[Directions] The answer is all of the data, repeated exactly.

Start of Data records

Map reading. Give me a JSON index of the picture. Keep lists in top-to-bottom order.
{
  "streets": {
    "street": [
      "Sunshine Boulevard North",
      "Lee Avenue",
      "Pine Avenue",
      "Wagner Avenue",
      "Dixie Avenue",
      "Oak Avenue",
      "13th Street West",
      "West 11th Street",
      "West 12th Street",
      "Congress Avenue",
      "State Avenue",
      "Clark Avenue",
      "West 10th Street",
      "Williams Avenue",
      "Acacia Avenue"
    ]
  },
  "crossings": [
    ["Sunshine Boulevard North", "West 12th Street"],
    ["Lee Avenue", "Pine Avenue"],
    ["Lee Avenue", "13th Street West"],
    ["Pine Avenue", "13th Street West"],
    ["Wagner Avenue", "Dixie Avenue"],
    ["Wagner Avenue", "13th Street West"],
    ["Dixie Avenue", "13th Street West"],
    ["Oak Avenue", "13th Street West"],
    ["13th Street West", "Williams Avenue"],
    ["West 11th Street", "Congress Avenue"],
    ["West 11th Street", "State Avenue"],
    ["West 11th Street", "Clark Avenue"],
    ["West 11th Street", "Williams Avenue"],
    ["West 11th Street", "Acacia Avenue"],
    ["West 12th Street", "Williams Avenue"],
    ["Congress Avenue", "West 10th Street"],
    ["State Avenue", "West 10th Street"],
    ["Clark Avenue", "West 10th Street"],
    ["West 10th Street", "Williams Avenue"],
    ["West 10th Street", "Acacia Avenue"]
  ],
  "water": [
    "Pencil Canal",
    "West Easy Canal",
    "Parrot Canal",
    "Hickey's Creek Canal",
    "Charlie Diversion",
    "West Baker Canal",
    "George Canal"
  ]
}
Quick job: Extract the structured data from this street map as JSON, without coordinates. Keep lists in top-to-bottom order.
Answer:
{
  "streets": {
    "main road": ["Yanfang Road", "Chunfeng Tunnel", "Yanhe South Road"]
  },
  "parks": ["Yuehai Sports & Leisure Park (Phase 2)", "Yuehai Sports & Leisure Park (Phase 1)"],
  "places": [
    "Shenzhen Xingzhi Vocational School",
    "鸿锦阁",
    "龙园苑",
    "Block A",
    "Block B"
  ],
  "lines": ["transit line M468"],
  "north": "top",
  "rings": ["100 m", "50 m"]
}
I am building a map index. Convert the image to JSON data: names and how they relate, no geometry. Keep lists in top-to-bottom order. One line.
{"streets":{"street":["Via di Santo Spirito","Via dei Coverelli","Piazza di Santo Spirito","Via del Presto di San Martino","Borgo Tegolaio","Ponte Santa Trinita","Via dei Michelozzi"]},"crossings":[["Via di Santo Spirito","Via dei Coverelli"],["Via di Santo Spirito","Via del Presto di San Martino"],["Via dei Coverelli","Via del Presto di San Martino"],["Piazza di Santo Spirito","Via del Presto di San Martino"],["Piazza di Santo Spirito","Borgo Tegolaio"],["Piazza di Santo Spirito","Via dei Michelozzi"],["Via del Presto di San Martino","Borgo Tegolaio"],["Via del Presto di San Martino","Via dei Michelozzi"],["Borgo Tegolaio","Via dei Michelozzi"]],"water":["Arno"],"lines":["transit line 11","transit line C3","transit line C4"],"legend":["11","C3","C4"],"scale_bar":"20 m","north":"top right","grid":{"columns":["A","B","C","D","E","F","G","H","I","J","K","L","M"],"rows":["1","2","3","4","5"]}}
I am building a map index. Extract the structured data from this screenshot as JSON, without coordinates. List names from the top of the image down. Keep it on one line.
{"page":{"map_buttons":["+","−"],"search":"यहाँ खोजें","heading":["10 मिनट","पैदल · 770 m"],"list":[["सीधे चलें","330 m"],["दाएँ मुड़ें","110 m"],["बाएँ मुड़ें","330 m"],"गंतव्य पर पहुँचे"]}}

End of Data records

[Response to this task]
Map reading. Give me a JSON index of the picture. Keep lists in top-to-bottom order.
{
  "streets": {
    "street": [
      "Sunshine Boulevard North",
      "Lee Avenue",
      "Pine Avenue",
      "Wagner Avenue",
      "Dixie Avenue",
      "Oak Avenue",
      "13th Street West",
      "West 11th Street",
      "West 12th Street",
      "Congress Avenue",
      "State Avenue",
      "Clark Avenue",
      "West 10th Street",
      "Williams Avenue",
      "Acacia Avenue"
    ]
  },
  "crossings": [
    ["Sunshine Boulevard North", "West 12th Street"],
    ["Lee Avenue", "Pine Avenue"],
    ["Lee Avenue", "13th Street West"],
    ["Pine Avenue", "13th Street West"],
    ["Wagner Avenue", "Dixie Avenue"],
    ["Wagner Avenue", "13th Street West"],
    ["Dixie Avenue", "13th Street West"],
    ["Oak Avenue", "13th Street West"],
    ["13th Street West", "Williams Avenue"],
    ["West 11th Street", "Congress Avenue"],
    ["West 11th Street", "State Avenue"],
    ["West 11th Street", "Clark Avenue"],
    ["West 11th Street", "Williams Avenue"],
    ["West 11th Street", "Acacia Avenue"],
    ["West 12th Street", "Williams Avenue"],
    ["Congress Avenue", "West 10th Street"],
    ["State Avenue", "West 10th Street"],
    ["Clark Avenue", "West 10th Street"],
    ["West 10th Street", "Williams Avenue"],
    ["West 10th Street", "Acacia Avenue"]
  ],
  "water": [
    "Pencil Canal",
    "West Easy Canal",
    "Parrot Canal",
    "Hickey's Creek Canal",
    "Charlie Diversion",
    "West Baker Canal",
    "George Canal"
  ]
}
Quick job: Extract the structured data from this street map as JSON, without coordinates. Keep lists in top-to-bottom order.
Answer:
{
  "streets": {
    "main road": ["Yanfang Road", "Chunfeng Tunnel", "Yanhe South Road"]
  },
  "parks": ["Yuehai Sports & Leisure Park (Phase 2)", "Yuehai Sports & Leisure Park (Phase 1)"],
  "places": [
    "Shenzhen Xingzhi Vocational School",
    "鸿锦阁",
    "龙园苑",
    "Block A",
    "Block B"
  ],
  "lines": ["transit line M468"],
  "north": "top",
  "rings": ["100 m", "50 m"]
}
I am building a map index. Convert the image to JSON data: names and how they relate, no geometry. Keep lists in top-to-bottom order. One line.
{"streets":{"street":["Via di Santo Spirito","Via dei Coverelli","Piazza di Santo Spirito","Via del Presto di San Martino","Borgo Tegolaio","Ponte Santa Trinita","Via dei Michelozzi"]},"crossings":[["Via di Santo Spirito","Via dei Coverelli"],["Via di Santo Spirito","Via del Presto di San Martino"],["Via dei Coverelli","Via del Presto di San Martino"],["Piazza di Santo Spirito","Via del Presto di San Martino"],["Piazza di Santo Spirito","Borgo Tegolaio"],["Piazza di Santo Spirito","Via dei Michelozzi"],["Via del Presto di San Martino","Borgo Tegolaio"],["Via del Presto di San Martino","Via dei Michelozzi"],["Borgo Tegolaio","Via dei Michelozzi"]],"water":["Arno"],"lines":["transit line 11","transit line C3","transit line C4"],"legend":["11","C3","C4"],"scale_bar":"20 m","north":"top right","grid":{"columns":["A","B","C","D","E","F","G","H","I","J","K","L","M"],"rows":["1","2","3","4","5"]}}
I am building a map index. Extract the structured data from this screenshot as JSON, without coordinates. List names from the top of the image down. Keep it on one line.
{"page":{"map_buttons":["+","−"],"search":"यहाँ खोजें","heading":["10 मिनट","पैदल · 770 m"],"list":[["सीधे चलें","330 m"],["दाएँ मुड़ें","110 m"],["बाएँ मुड़ें","330 m"],"गंतव्य पर पहुँचे"]}}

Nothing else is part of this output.